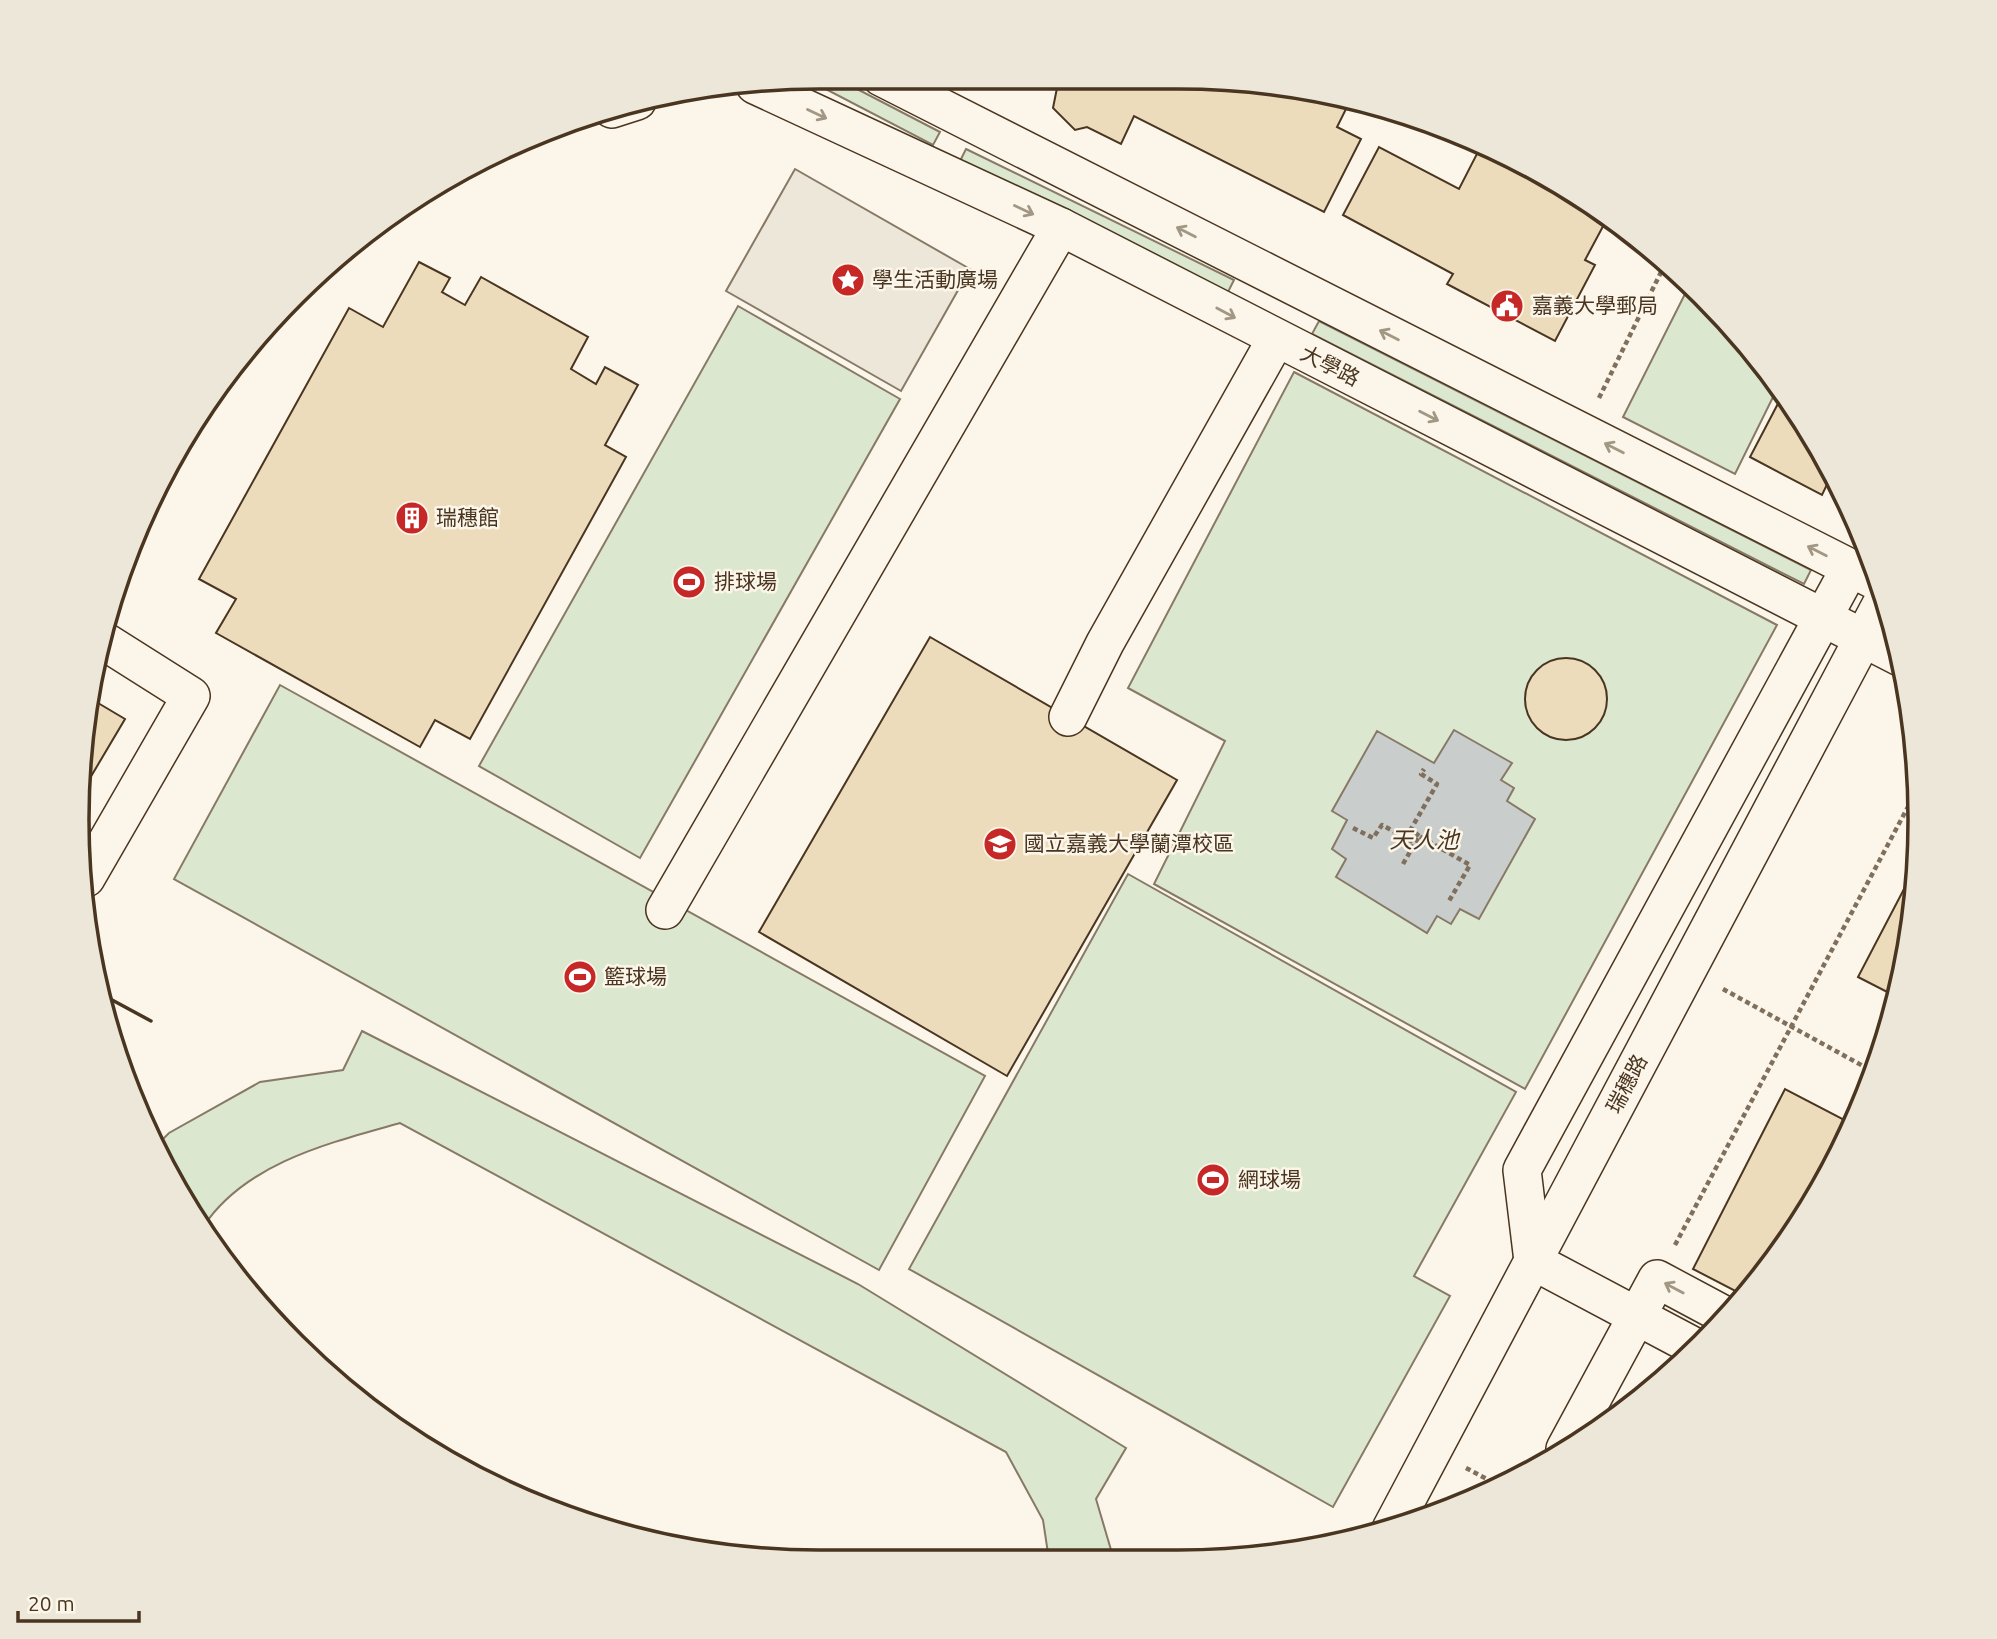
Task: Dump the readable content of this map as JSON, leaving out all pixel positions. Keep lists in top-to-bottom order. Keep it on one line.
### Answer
{"streets":{"street":["大學路","瑞穗路"]},"crossings":[["大學路","瑞穗路"]],"water":["天人池"],"places":{"place":["學生活動廣場"],"public building":["嘉義大學郵局"],"building":["瑞穗館"],"sports":["排球場","籃球場","網球場"],"school or university":["國立嘉義大學蘭潭校區"]},"scale_bar":"20 m"}
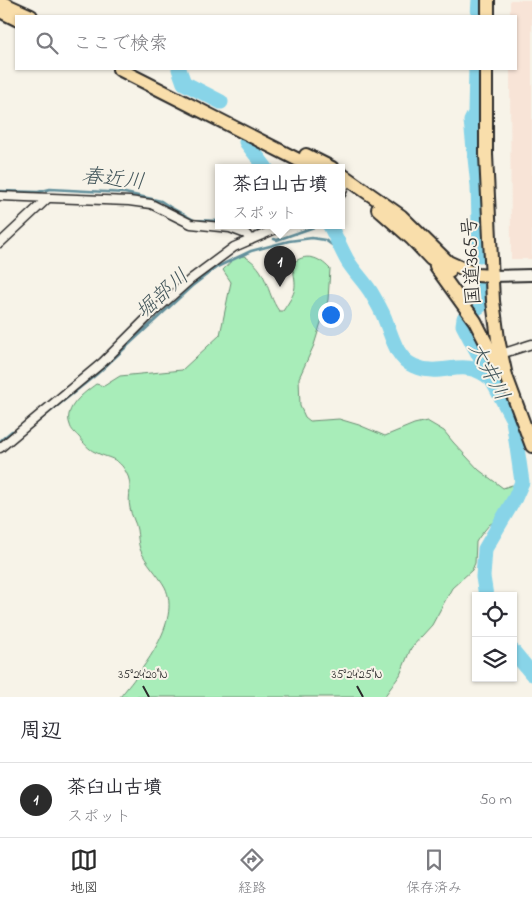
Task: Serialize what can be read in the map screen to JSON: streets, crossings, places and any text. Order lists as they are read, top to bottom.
{
  "streets": {
    "main road": ["国道365号"]
  },
  "water": ["春近川", "堀部川", "大井川"],
  "page": {
    "search": "ここで検索",
    "popup": ["茶臼山古墳", "スポット"],
    "pins": "1",
    "heading": "周辺",
    "list": [
      {
        "mark": "1",
        "name": "茶臼山古墳",
        "note": "スポット",
        "value": "50 m"
      }
    ],
    "nav": ["地図", "経路", "保存済み"]
  },
  "coordinates": ["35°24'20\"N", "35°24'25\"N"]
}
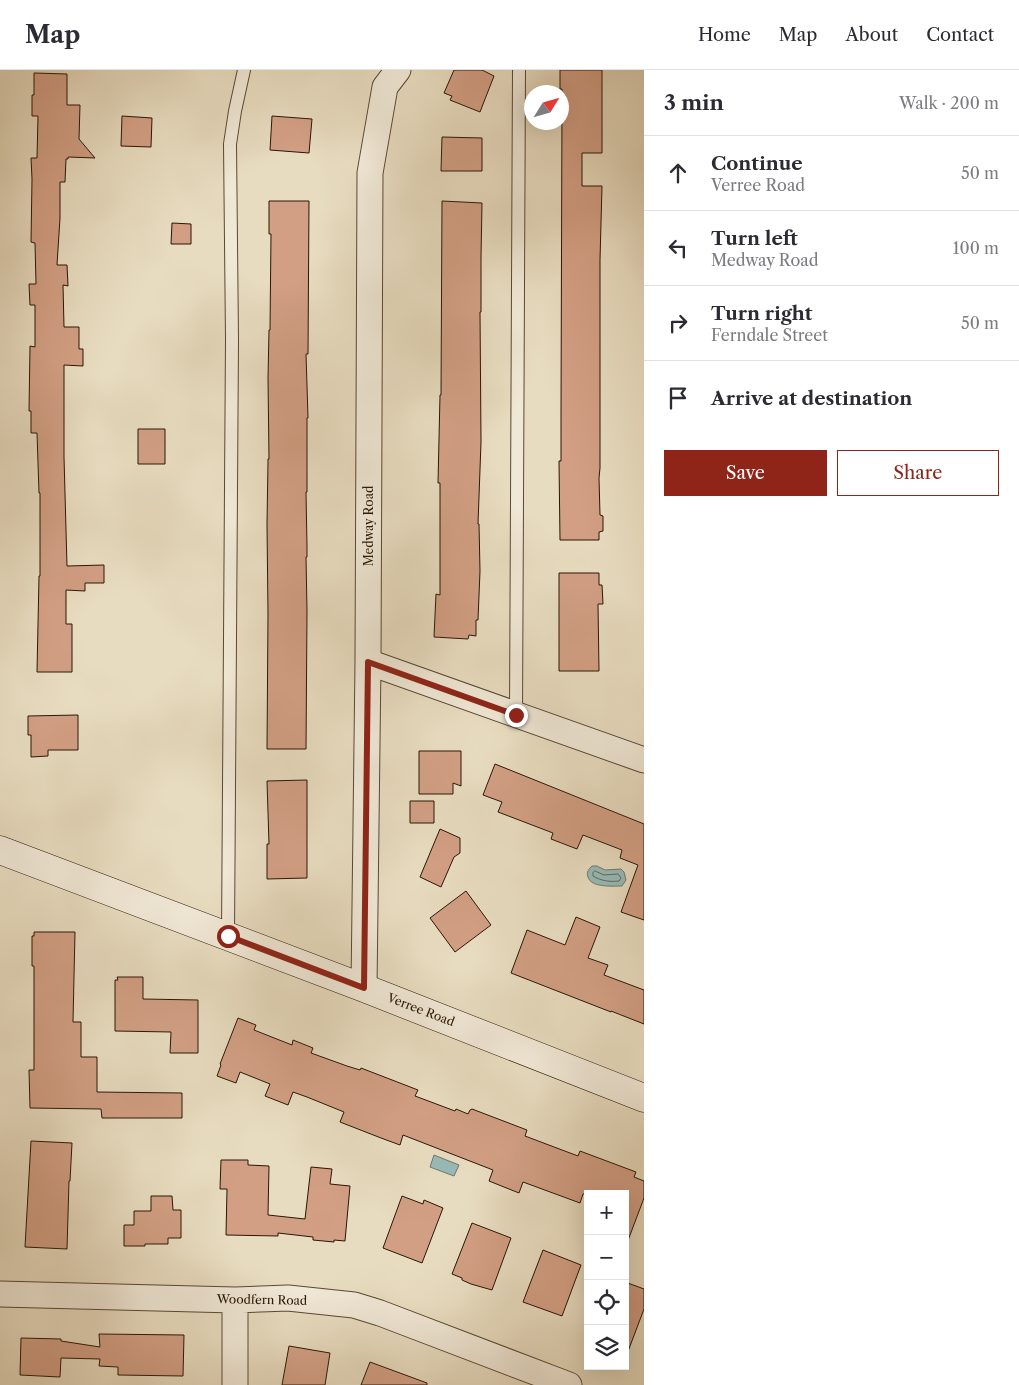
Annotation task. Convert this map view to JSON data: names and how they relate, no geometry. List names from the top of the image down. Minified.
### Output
{"streets":{"main road":["Verree Road"],"street":["Medway Road","Woodfern Road"]},"crossings":[["Medway Road","Verree Road"]],"north":"top right","page":{"header":"Map","nav":["Home","Map","About","Contact"],"heading":["3 min","Walk · 200 m"],"list":[["Continue","Verree Road","50 m"],["Turn left","Medway Road","100 m"],["Turn right","Ferndale Street","50 m"],"Arrive at destination"],"buttons":["Save","Share"],"map_buttons":["+","−"]}}
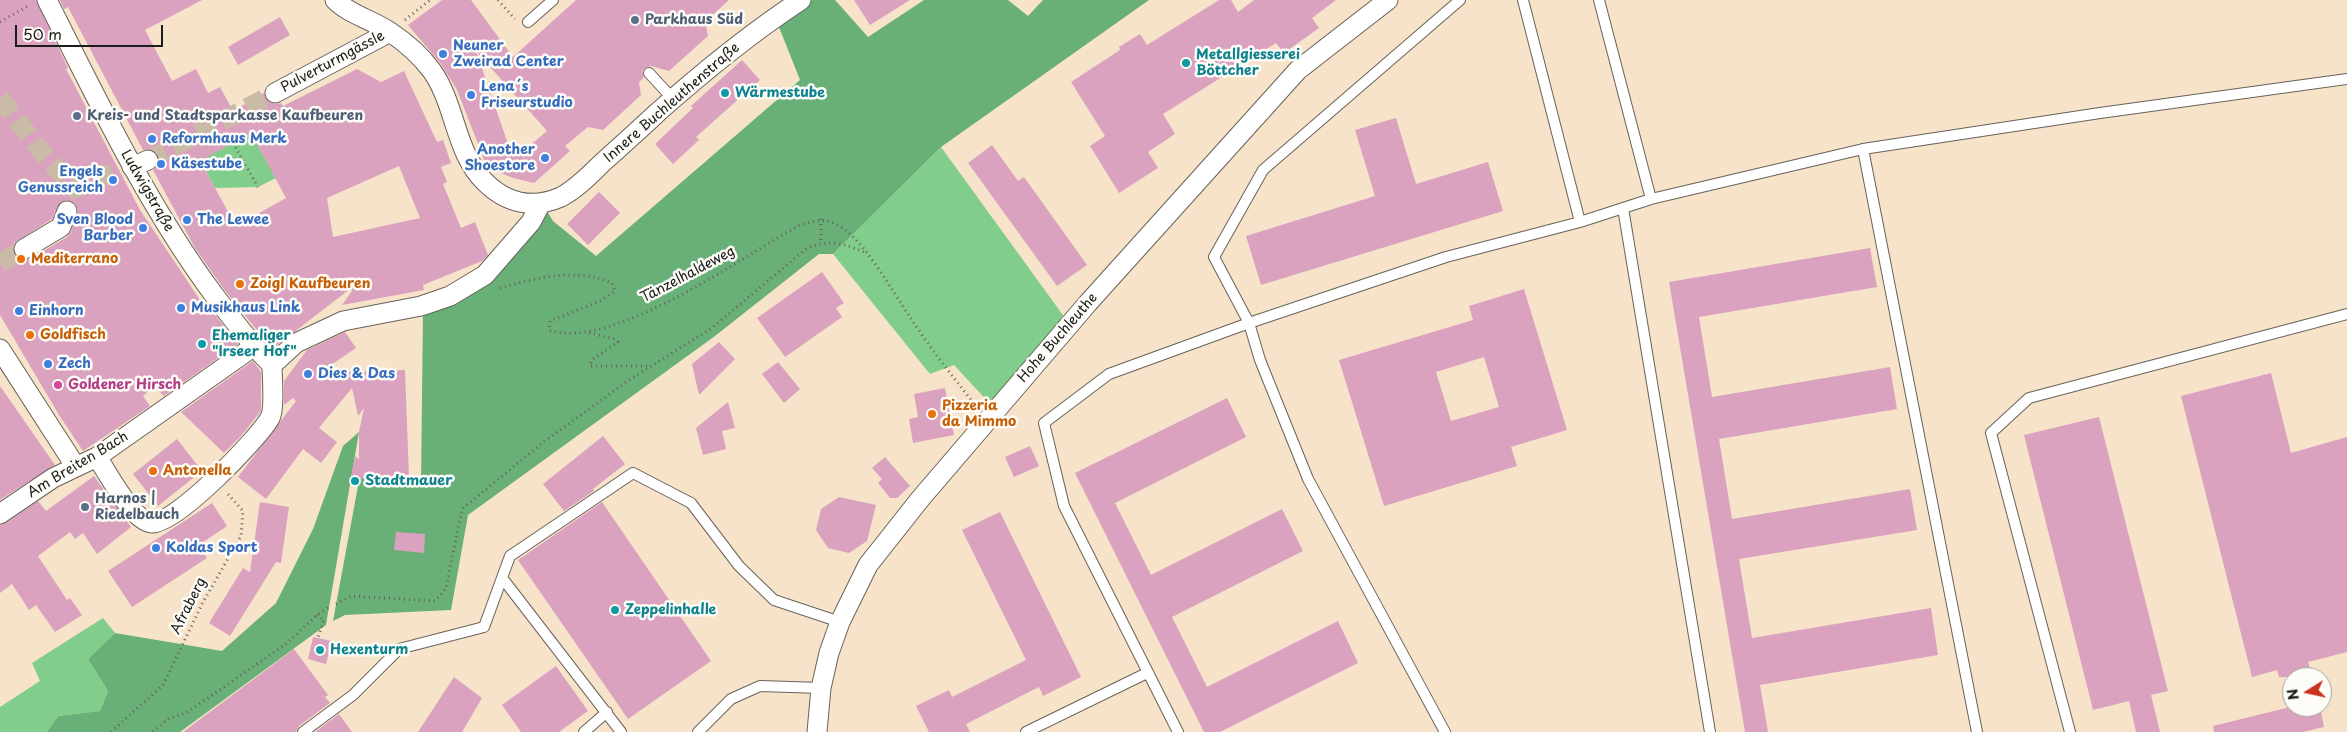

-----

» **Your objective**
Each record, word for word, should be printed again without its pictures.

» **Answer section**
Task: Dump the readable content of this map as JSON, leaving out all pixel positions. Keep lists in top-to-bottom order. Keep it on one line.
### Answer
{"streets":{"street":["大學路","瑞穗路"]},"crossings":[["大學路","瑞穗路"]],"water":["天人池"],"places":{"place":["學生活動廣場"],"public building":["嘉義大學郵局"],"building":["瑞穗館"],"sports":["排球場","籃球場","網球場"],"school or university":["國立嘉義大學蘭潭校區"]},"scale_bar":"20 m"}
Task: Serialize what can be read in the map screen to JSON: streets, crossings, places and any text. Order lists as they are read, top to bottom.
{
  "streets": {
    "main road": ["国道365号"]
  },
  "water": ["春近川", "堀部川", "大井川"],
  "page": {
    "search": "ここで検索",
    "popup": ["茶臼山古墳", "スポット"],
    "pins": "1",
    "heading": "周辺",
    "list": [
      {
        "mark": "1",
        "name": "茶臼山古墳",
        "note": "スポット",
        "value": "50 m"
      }
    ],
    "nav": ["地図", "経路", "保存済み"]
  },
  "coordinates": ["35°24'20\"N", "35°24'25\"N"]
}
Annotation task. Convert this map view to JSON data: names and how they relate, no geometry. List names from the top of the image down. Minified.
### Output
{"streets":{"main road":["Verree Road"],"street":["Medway Road","Woodfern Road"]},"crossings":[["Medway Road","Verree Road"]],"north":"top right","page":{"header":"Map","nav":["Home","Map","About","Contact"],"heading":["3 min","Walk · 200 m"],"list":[["Continue","Verree Road","50 m"],["Turn left","Medway Road","100 m"],["Turn right","Ferndale Street","50 m"],"Arrive at destination"],"buttons":["Save","Share"],"map_buttons":["+","−"]}}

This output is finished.